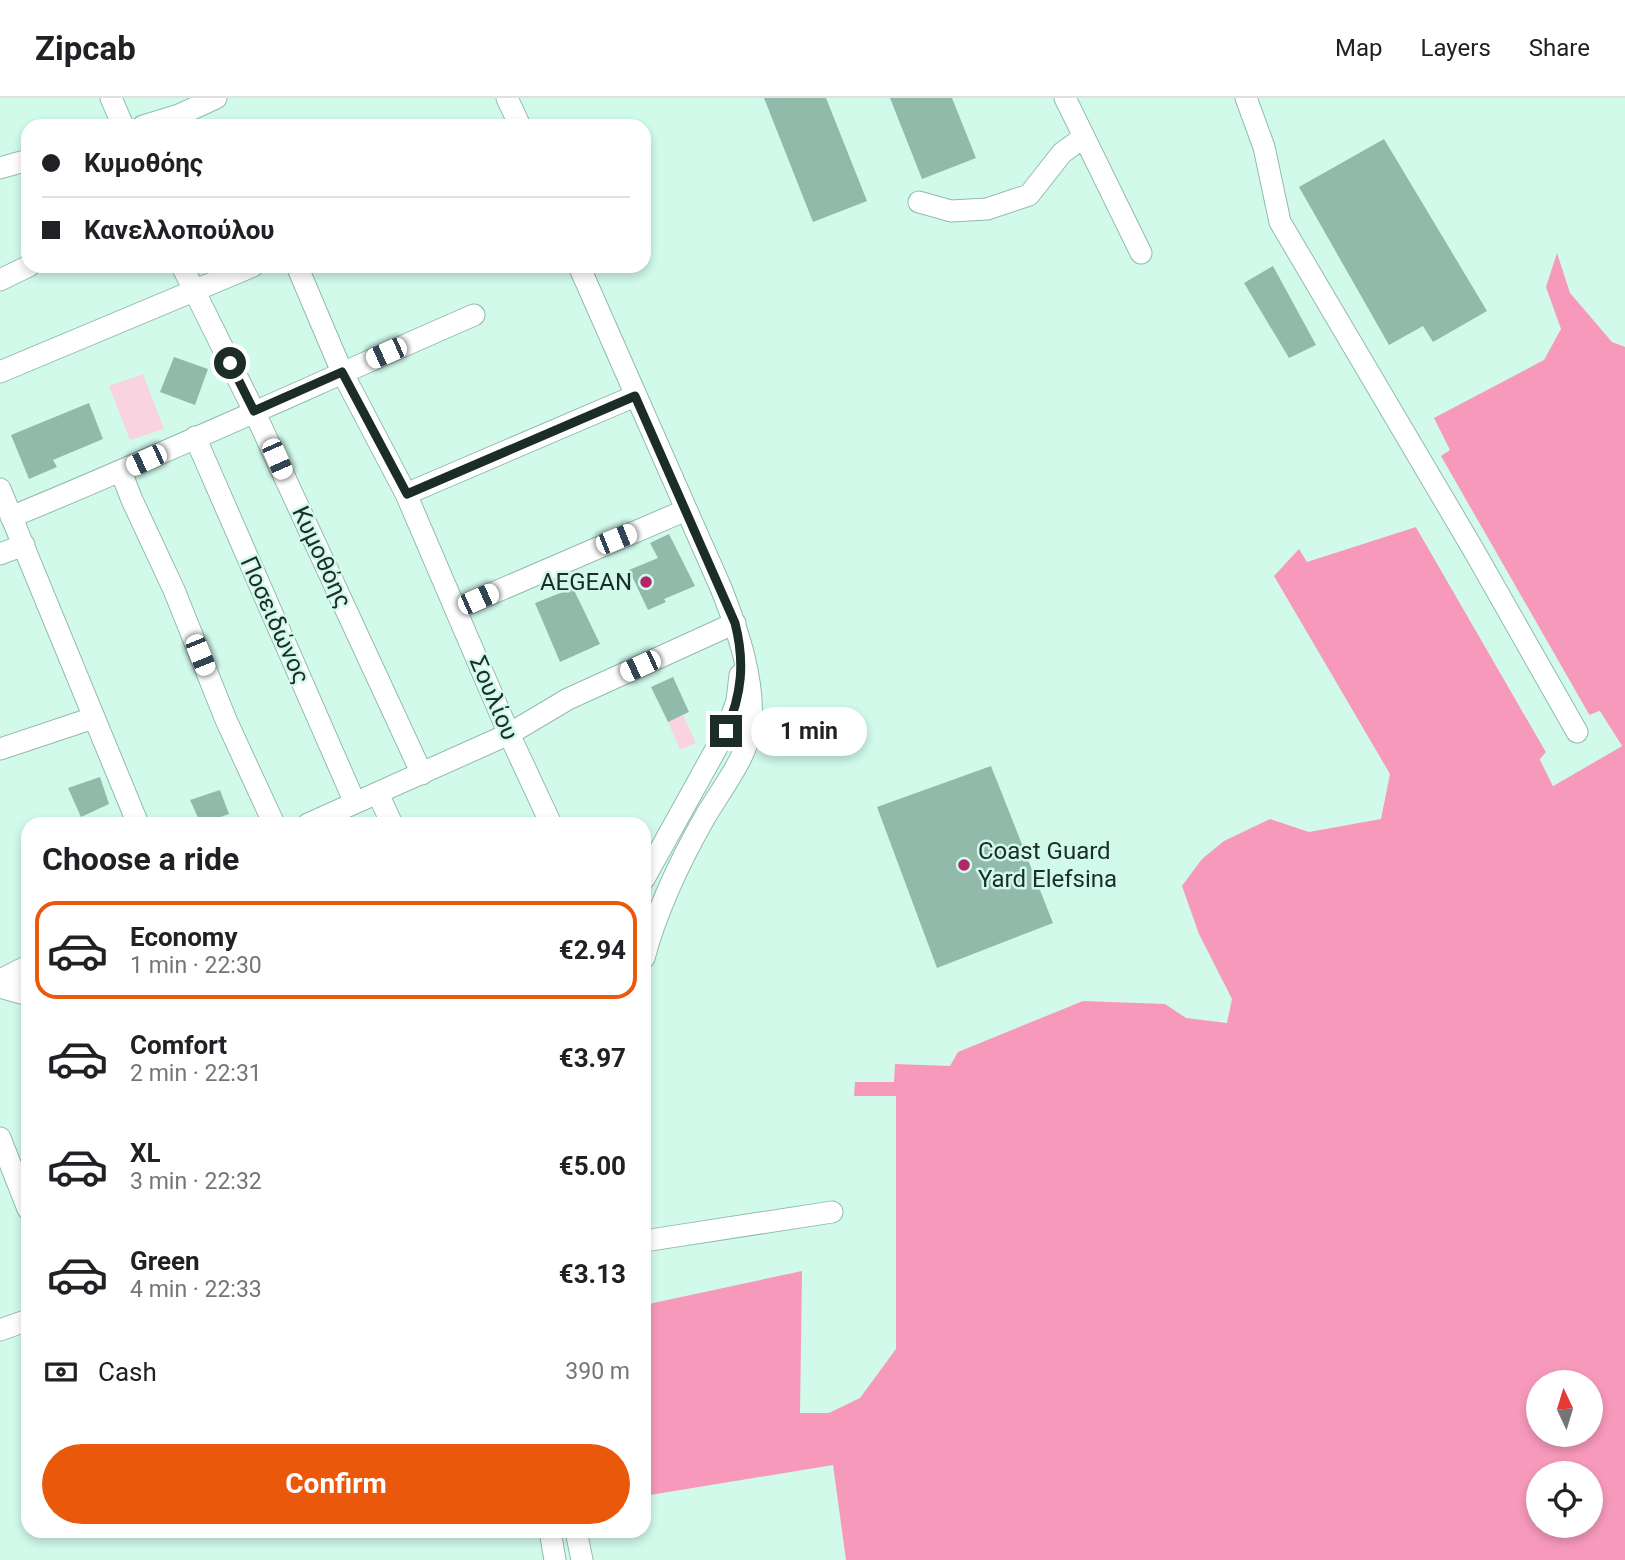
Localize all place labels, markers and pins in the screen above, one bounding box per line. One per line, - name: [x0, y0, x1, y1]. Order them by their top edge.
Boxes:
- place label: AEGEAN: [540, 568, 632, 596]
- marker: AEGEAN: [638, 574, 654, 590]
- place label: Coast Guard Yard Elefsina: [978, 837, 1117, 893]
- marker: Coast Guard Yard Elefsina: [956, 857, 972, 873]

◆ The task
Every line of the data above should be quoted exactly. Omit the pictures.

◆ Written solution
Localize all place labels, markers and pins in the screen above, one bounding box per line. One per line, - name: [x0, y0, x1, y1]. Order them by their top edge.
Boxes:
- place label: AEGEAN: [540, 568, 632, 596]
- marker: AEGEAN: [638, 574, 654, 590]
- place label: Coast Guard Yard Elefsina: [978, 837, 1117, 893]
- marker: Coast Guard Yard Elefsina: [956, 857, 972, 873]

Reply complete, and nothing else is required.